Все можно политизировать и вывернуть так, что политическое будет определять художественное. Но это фокусы и манипулирование, рассчитанные на школьников.
— Вот эта история о противопоставлении «картинщиков» и тех, кто связывает себя с большой историей живописи, перекликается с одним из твоих последних интервью в рамках проекта «Ни возьмись». Екатерина Дёготь говорит там, что живописи как медиума больше не существует, а есть картина, но в то же время есть много художников, которые пытаются использовать картину в каких-то других целях, более-менее понимая исторический контекст, стоящий за этим медиумом.
— Ну да, смотри: если взять такого художника, как Герхард Рихтер, который в своих практиках придерживается логики именно развития этого медиума, возможности нового высказывания в нем, в частности, через апроприацию языков других медиа, совмещение их, то можно сказать, что он находится на последнем витке жизненного цикла живописи.
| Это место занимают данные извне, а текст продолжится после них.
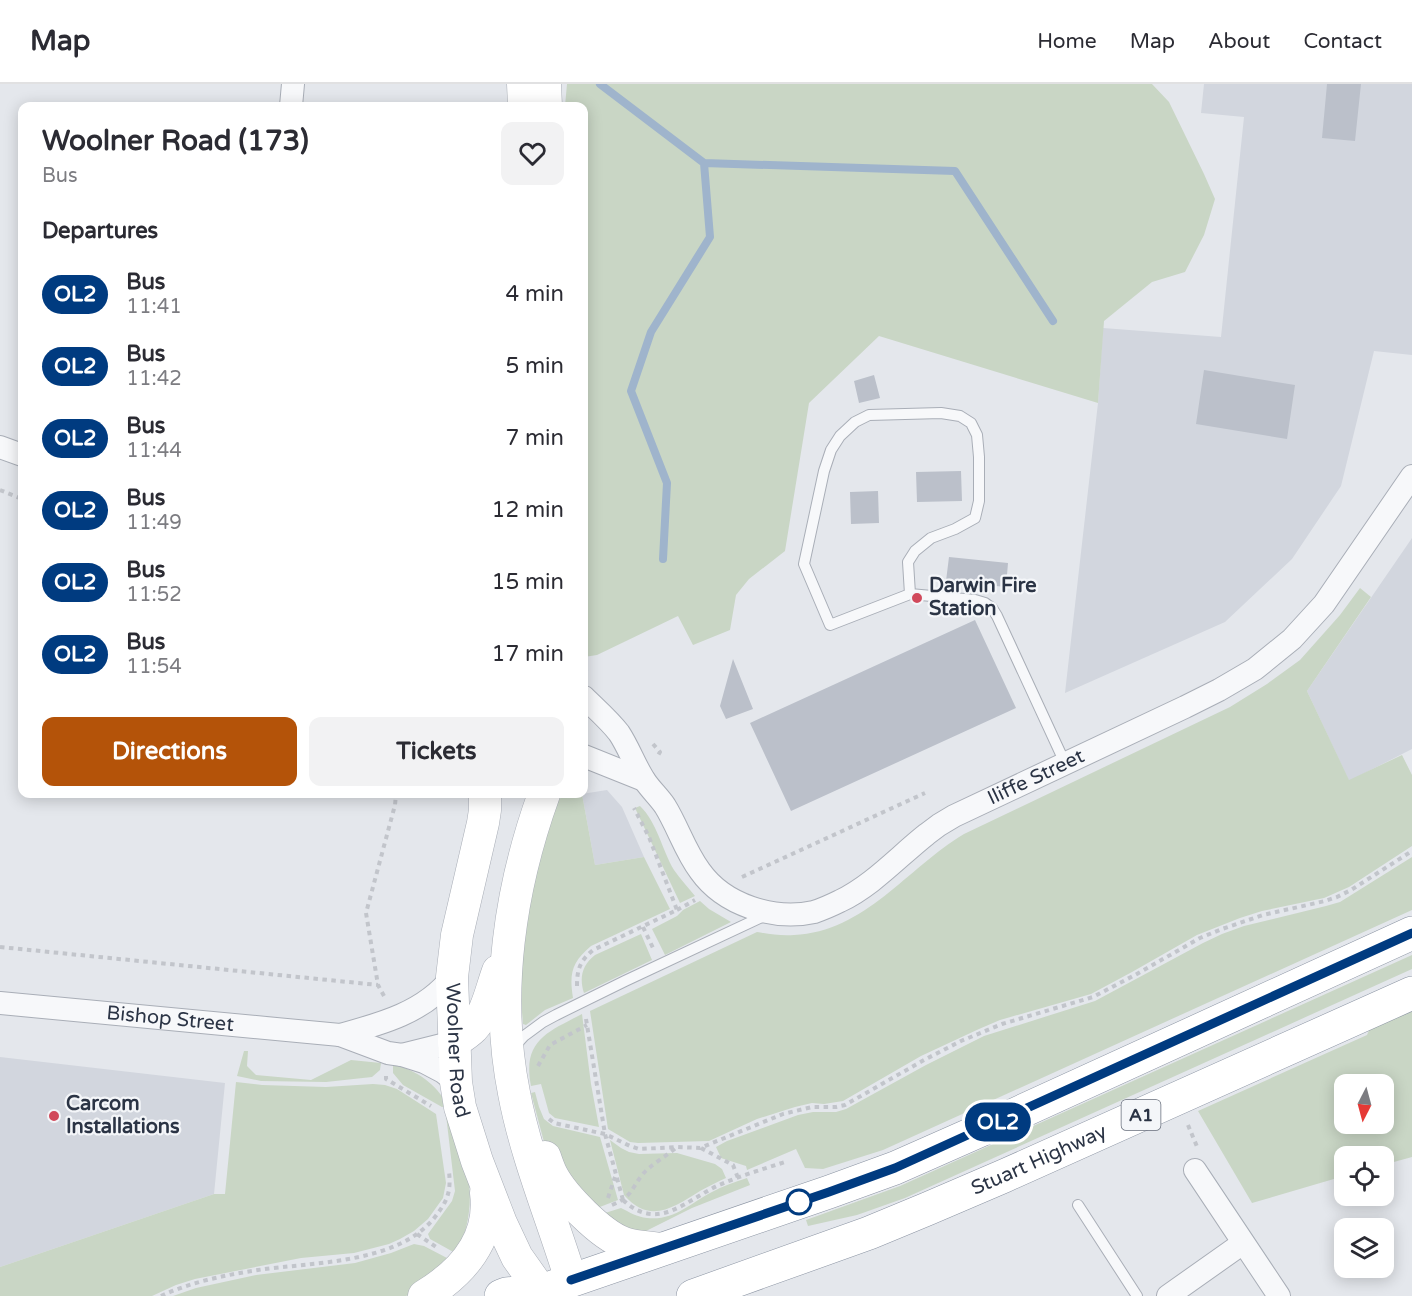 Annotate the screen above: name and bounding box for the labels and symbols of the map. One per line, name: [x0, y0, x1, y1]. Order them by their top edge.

А если взять другого немецкого художника, например, Джонатана Меезе, то видим: он часто обращается к живописному медиуму, но его сложно назвать живописцем, который соотносит свои практики с историей развития живописи. Он вообще не рефлексирует над этим, а просто делает картинки и не связывает себя с этим большим нарративом. Ему на это плевать, как и Чтаку. Или Эрик Булатов, который программно занимается пространством картины.
— Но мы знаем и других художников, например, таких, как Авдей Тер-Оганьян, у которого очень разнородные вещи, объекты, инсталляции, видео — тоже про живопись. Он мысленно соотносит себя с этой традицией.
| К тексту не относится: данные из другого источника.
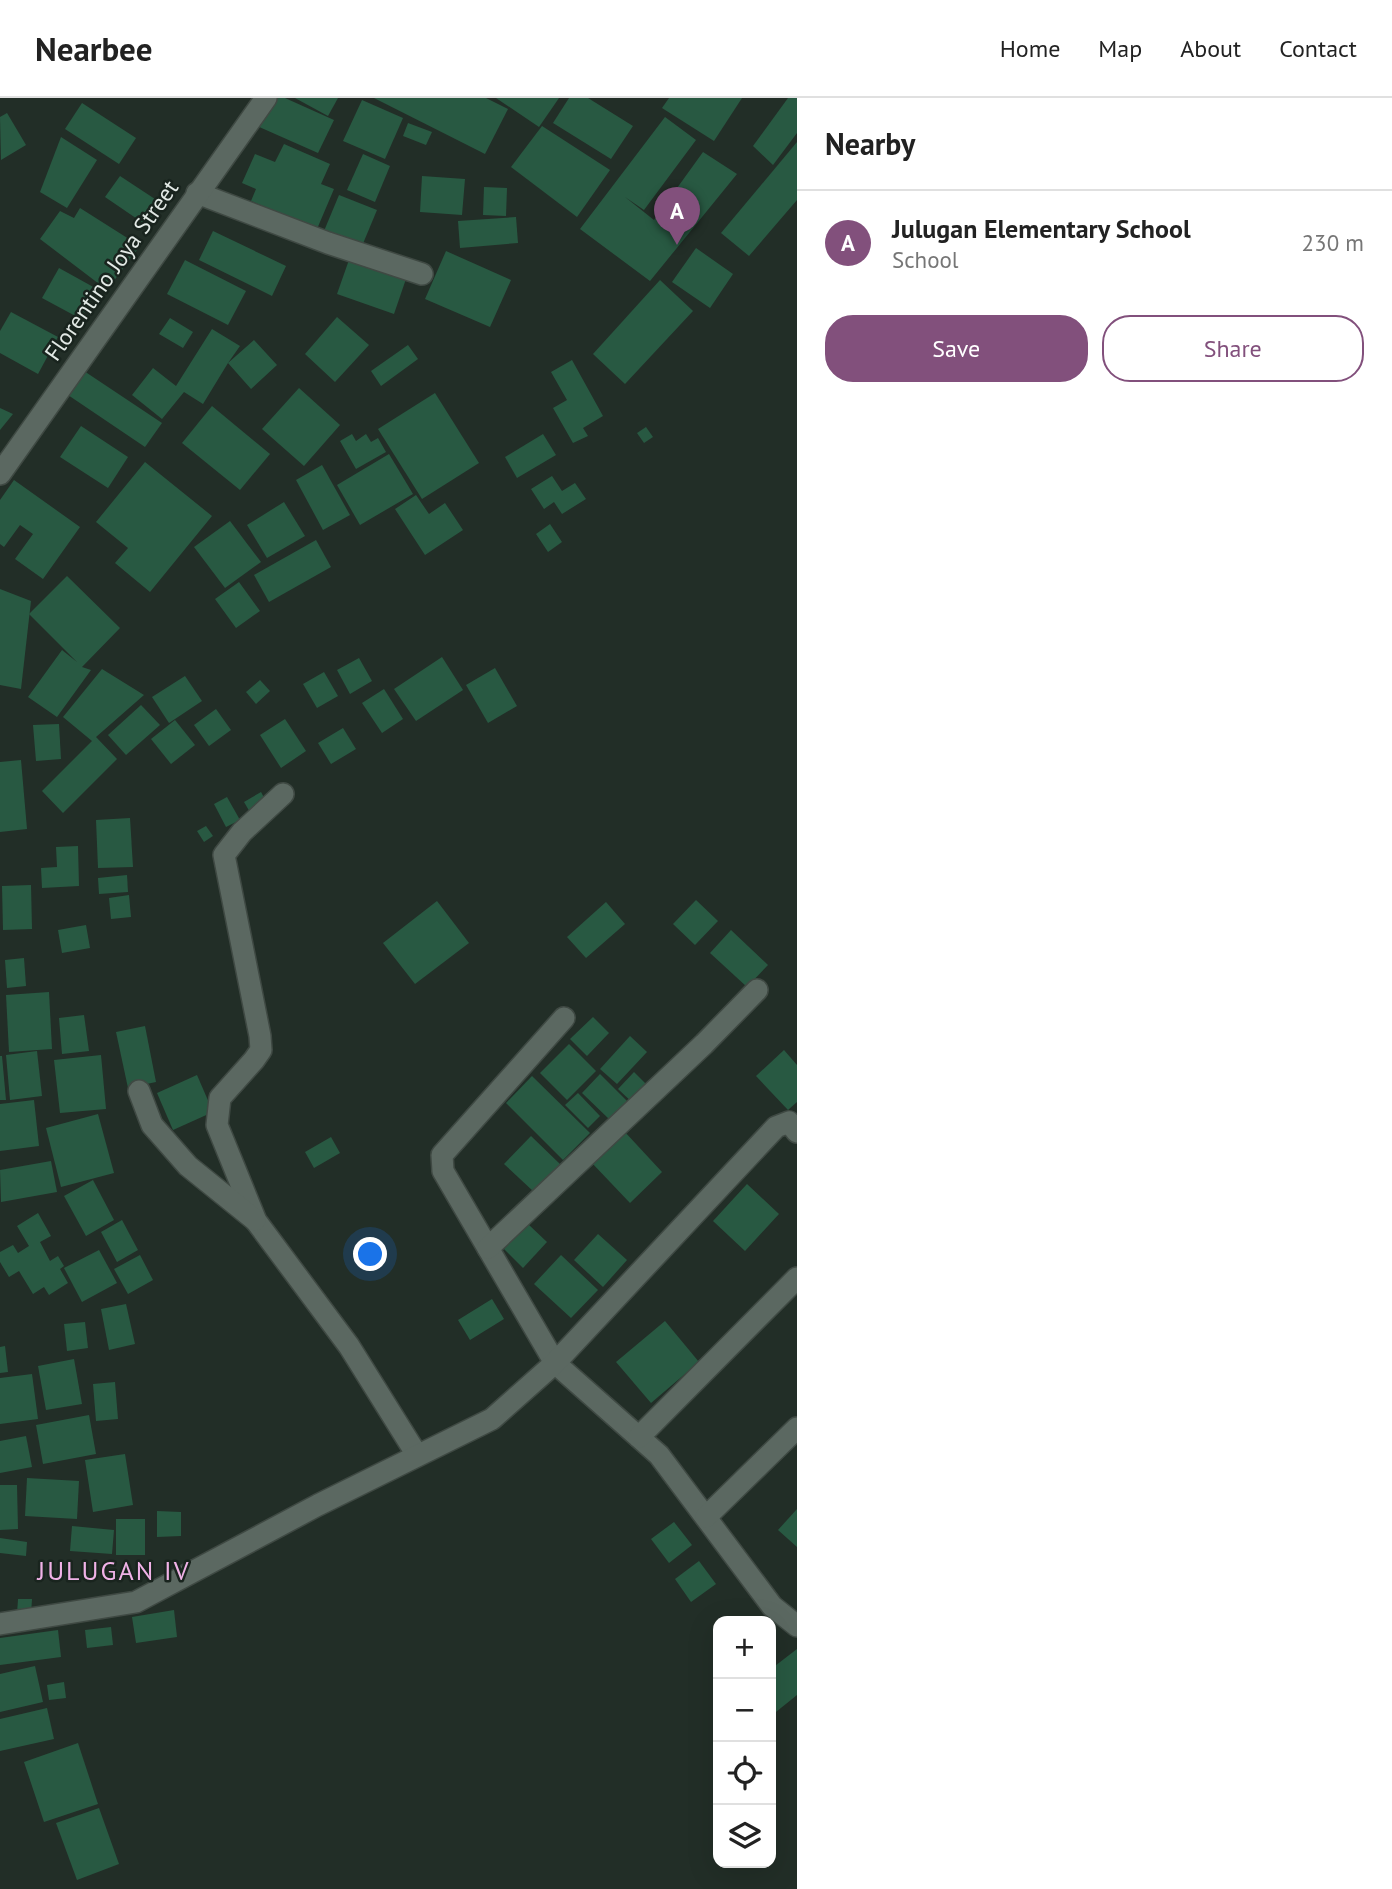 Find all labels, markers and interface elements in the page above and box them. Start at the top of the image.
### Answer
text: Nearbee [35,27,152,70]
text: Home [1000,33,1060,64]
text: Map [1098,33,1142,64]
text: About [1180,33,1241,64]
text: Contact [1279,33,1357,64]
text: Nearby [825,124,915,163]
street label: Florentino Joya Street [38,174,184,366]
pin: A [654,187,700,245]
text: Julugan Elementary School [892,212,1191,245]
text: A [841,228,855,257]
text: 230 m [1302,228,1364,257]
text: School [892,245,959,274]
button: Save [825,315,1088,382]
button: Share [1102,315,1364,382]
your location [353,1237,387,1271]
district label: JULUGAN IV [37,1554,190,1587]
map controls [713,1616,776,1868]
button: + [713,1616,776,1679]
button: − [713,1679,776,1742]
button: locate [713,1742,776,1805]
button: layers [713,1805,776,1868]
— Если объяснять просто, то любой художник представляет собой определенную оптику, которая характеризуется своей прозрачностью или замутненностью. Вот Авдея можно отнести к художникам второй категории, как и других художников из 1990-х — Анатолия Осмоловского, Олега Кулика. Для них ключевым элементом является не их беспристрастная фиксация времени или исследование, а гротеск, эпатаж, экспрессия и харизма, которые тематизируются и становятся основой их персонажности. К чему бы они ни прикоснулись — все этим инфицируется, прочитывается через эту персонажность. Таковы, например, последние инициативы Осмоловского: сначала призывы заняться живописью — две выставки, а потом скульптурой, а ранее еще и абстракцией. И недавний проект Авдея — Союз советских художников — тоже содержит в себе этот элемент, под этим стоят мощный хэштег 1990-х и персональные авдеевские смех**чки, анекдотичность и стеб. Я не могу избавиться от мысли, что это скорее художественное высказывание, чем действительно институция. Примером подобного проекта, например, для меня является Дмитрий Гутов со своим Институтом Лившица, хотя и у него присутствует художественность, несмотря на всю его отстраненность и беспристрастность. Тем не менее я желаю Авдею удачи и надеюсь, что это серьезная инициатива, а не попытка вытащить нечто маргинальное, как живопись с натуры, на свет современного искусства: мы же знаем, что есть такой художественный метод в совриске — освещать маргинальное.
Живопись — это очень серьезная дисциплина, и никакое компромиссное положение и разного рода примеси персонажности художника в исследовании неприемлемы.
— Да, про смех**чки все понятно, но живопись — центральный смысловой элемент его деятельности.
— На мой взгляд, живопись — это очень серьезная дисциплина, и никакое компромиссное положение и разного рода примеси персонажности художника в исследовании неприемлемы. Современная живопись — это серьезное лабораторное исследование, которое не должно ни под каким предлогом эстетизироваться или становиться частью художественного высказывания. Это теория, которая описывает, систематизирует, находит общие признаки и создает новые значения.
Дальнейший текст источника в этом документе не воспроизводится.